- **EXERCISE OBJECTIVE**
Repeat every entry exactly. Do not include the pictures.

- **DATA EXTRACTS**
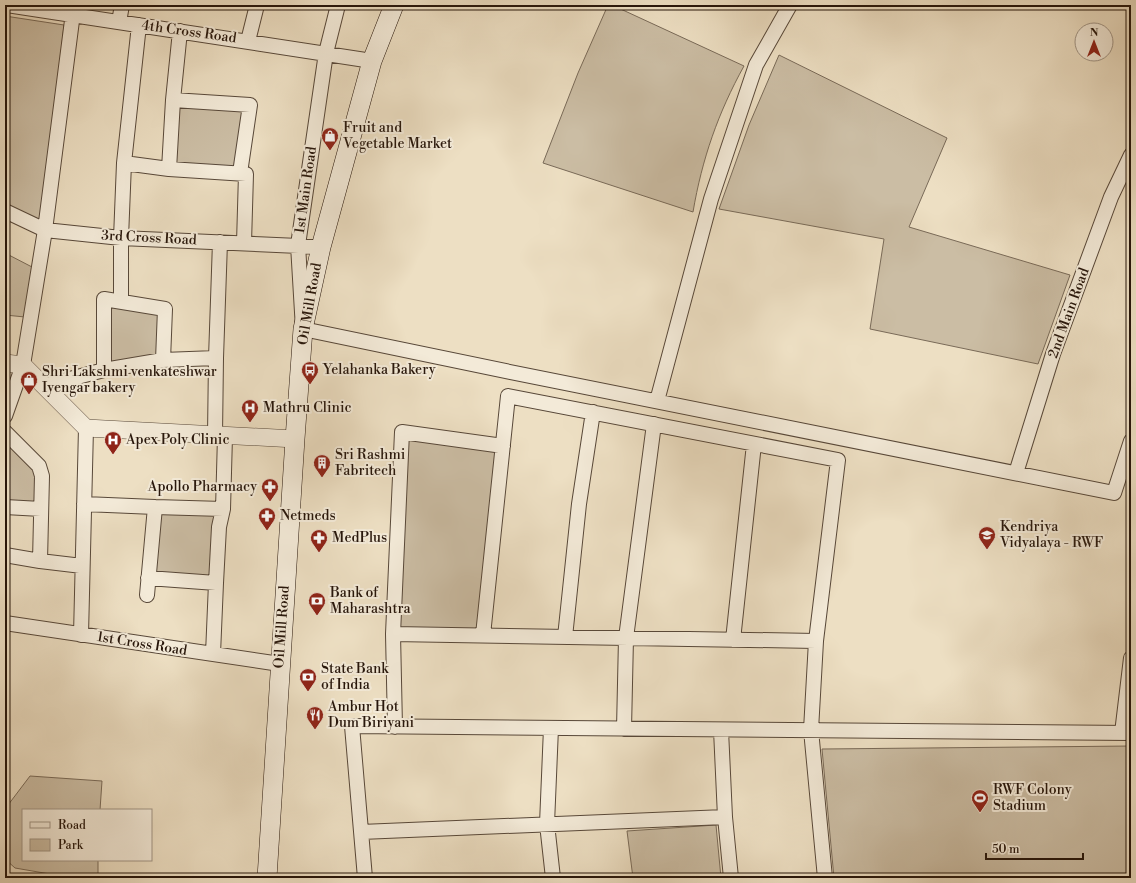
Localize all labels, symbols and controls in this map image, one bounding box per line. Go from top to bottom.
street label: 4th Cross Road [140,16,238,48]
north arrow [1074,22,1114,62]
text: N [1090,26,1099,40]
place label: Fruit and Vegetable Market [342,119,452,153]
shop icon: Fruit and Vegetable Market [320,126,340,151]
street label: 1st Main Road [291,145,321,235]
street label: 3rd Cross Road [101,227,197,249]
street label: Oil Mill Road [294,261,326,347]
street label: 2nd Main Road [1044,265,1094,361]
bus stop icon: Yelahanka Bakery [300,360,320,385]
place label: Yelahanka Bakery [322,361,436,379]
place label: Shri Lakshmi venkateshwar Iyengar bakery [42,363,217,397]
shop icon: Shri Lakshmi venkateshwar Iyengar bakery [19,370,39,395]
hospital icon: Mathru Clinic [240,398,260,423]
place label: Mathru Clinic [263,399,352,417]
hospital icon: Apex Poly Clinic [103,430,123,455]
place label: Apex Poly Clinic [125,431,229,449]
place label: Sri Rashmi Fabritech [335,446,406,480]
building icon: Sri Rashmi Fabritech [312,453,332,478]
pharmacy icon: Apollo Pharmacy [260,477,280,502]
place label: Apollo Pharmacy [147,478,257,496]
pharmacy icon: Netmeds [257,506,277,531]
place label: Netmeds [280,507,336,525]
place label: Kendriya Vidyalaya - RWF [999,518,1103,552]
school or university icon: Kendriya Vidyalaya - RWF [977,525,997,550]
pharmacy icon: MedPlus [309,528,329,553]
place label: MedPlus [332,529,387,547]
place label: Bank of Maharashtra [329,584,411,618]
street label: Oil Mill Road [270,585,294,669]
bank icon: Bank of Maharashtra [307,591,327,616]
street label: 1st Cross Road [96,628,188,660]
place label: State Bank of India [321,660,389,694]
bank icon: State Bank of India [298,667,318,692]
place label: Ambur Hot Dum Biriyani [327,698,415,732]
restaurant icon: Ambur Hot Dum Biriyani [305,705,325,730]
place label: RWF Colony Stadium [993,781,1072,815]
sports icon: RWF Colony Stadium [970,788,990,813]
legend [22,809,152,861]
text: Road [58,818,86,833]
scale bar [986,835,1083,861]
text: Park [58,838,84,853]
text: 50 m [992,842,1020,857]

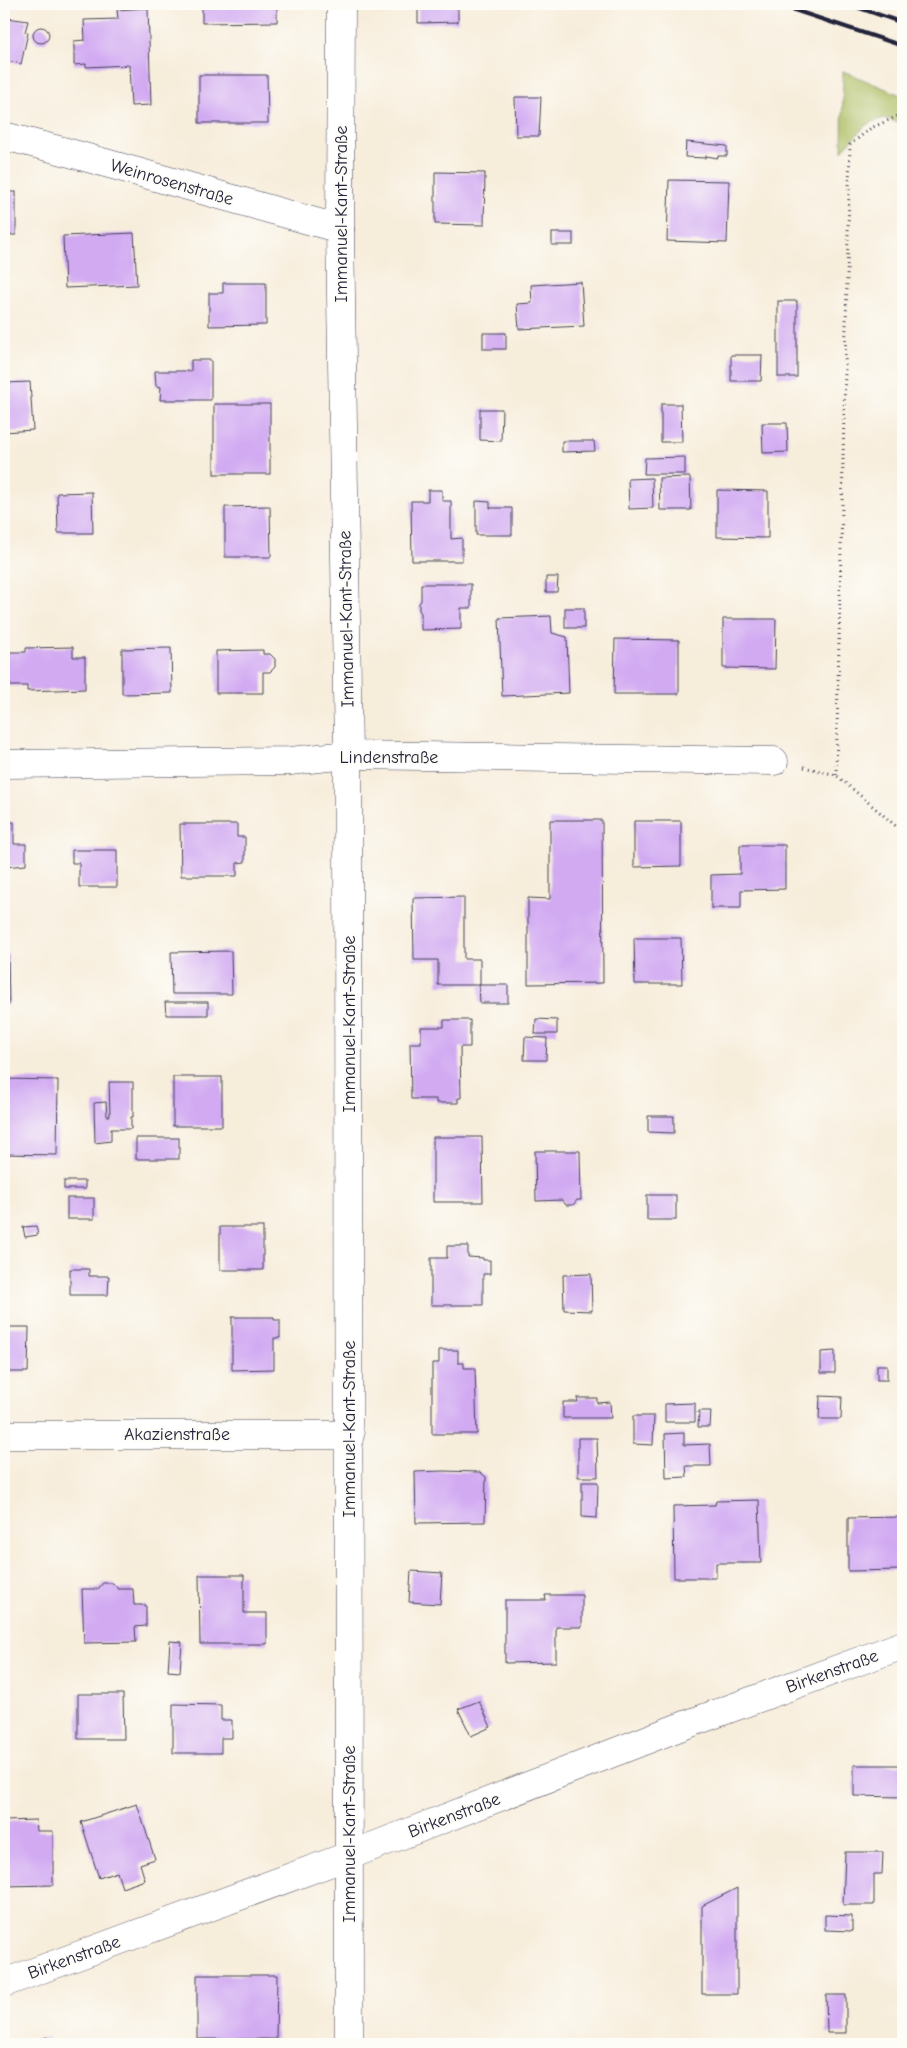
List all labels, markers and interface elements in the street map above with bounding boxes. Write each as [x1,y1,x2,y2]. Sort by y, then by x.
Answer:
street label: Immanuel-Kant-Straße [331,126,352,302]
street label: Weinrosenstraße [108,155,236,210]
street label: Immanuel-Kant-Straße [334,530,359,708]
street label: Lindenstraße [340,747,438,768]
street label: Immanuel-Kant-Straße [339,936,360,1112]
street label: Immanuel-Kant-Straße [339,1341,360,1517]
street label: Akazienstraße [124,1424,230,1445]
street label: Birkenstraße [783,1645,881,1698]
street label: Immanuel-Kant-Straße [339,1746,360,1922]
street label: Birkenstraße [405,1788,503,1843]
street label: Birkenstraße [25,1931,123,1984]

- **EXERCISE RESPONSE**
Localize all labels, symbols and controls in this map image, one bounding box per line. Go from top to bottom.
street label: 4th Cross Road [140,16,238,48]
north arrow [1074,22,1114,62]
text: N [1090,26,1099,40]
place label: Fruit and Vegetable Market [342,119,452,153]
shop icon: Fruit and Vegetable Market [320,126,340,151]
street label: 1st Main Road [291,145,321,235]
street label: 3rd Cross Road [101,227,197,249]
street label: Oil Mill Road [294,261,326,347]
street label: 2nd Main Road [1044,265,1094,361]
bus stop icon: Yelahanka Bakery [300,360,320,385]
place label: Yelahanka Bakery [322,361,436,379]
place label: Shri Lakshmi venkateshwar Iyengar bakery [42,363,217,397]
shop icon: Shri Lakshmi venkateshwar Iyengar bakery [19,370,39,395]
hospital icon: Mathru Clinic [240,398,260,423]
place label: Mathru Clinic [263,399,352,417]
hospital icon: Apex Poly Clinic [103,430,123,455]
place label: Apex Poly Clinic [125,431,229,449]
place label: Sri Rashmi Fabritech [335,446,406,480]
building icon: Sri Rashmi Fabritech [312,453,332,478]
pharmacy icon: Apollo Pharmacy [260,477,280,502]
place label: Apollo Pharmacy [147,478,257,496]
pharmacy icon: Netmeds [257,506,277,531]
place label: Netmeds [280,507,336,525]
place label: Kendriya Vidyalaya - RWF [999,518,1103,552]
school or university icon: Kendriya Vidyalaya - RWF [977,525,997,550]
pharmacy icon: MedPlus [309,528,329,553]
place label: MedPlus [332,529,387,547]
place label: Bank of Maharashtra [329,584,411,618]
street label: Oil Mill Road [270,585,294,669]
bank icon: Bank of Maharashtra [307,591,327,616]
street label: 1st Cross Road [96,628,188,660]
place label: State Bank of India [321,660,389,694]
bank icon: State Bank of India [298,667,318,692]
place label: Ambur Hot Dum Biriyani [327,698,415,732]
restaurant icon: Ambur Hot Dum Biriyani [305,705,325,730]
place label: RWF Colony Stadium [993,781,1072,815]
sports icon: RWF Colony Stadium [970,788,990,813]
legend [22,809,152,861]
text: Road [58,818,86,833]
scale bar [986,835,1083,861]
text: Park [58,838,84,853]
text: 50 m [992,842,1020,857]

List all labels, markers and interface elements in the street map above with bounding boxes. Write each as [x1,y1,x2,y2]. Sort by y, then by x.
Answer:
street label: Immanuel-Kant-Straße [331,126,352,302]
street label: Weinrosenstraße [108,155,236,210]
street label: Immanuel-Kant-Straße [334,530,359,708]
street label: Lindenstraße [340,747,438,768]
street label: Immanuel-Kant-Straße [339,936,360,1112]
street label: Immanuel-Kant-Straße [339,1341,360,1517]
street label: Akazienstraße [124,1424,230,1445]
street label: Birkenstraße [783,1645,881,1698]
street label: Immanuel-Kant-Straße [339,1746,360,1922]
street label: Birkenstraße [405,1788,503,1843]
street label: Birkenstraße [25,1931,123,1984]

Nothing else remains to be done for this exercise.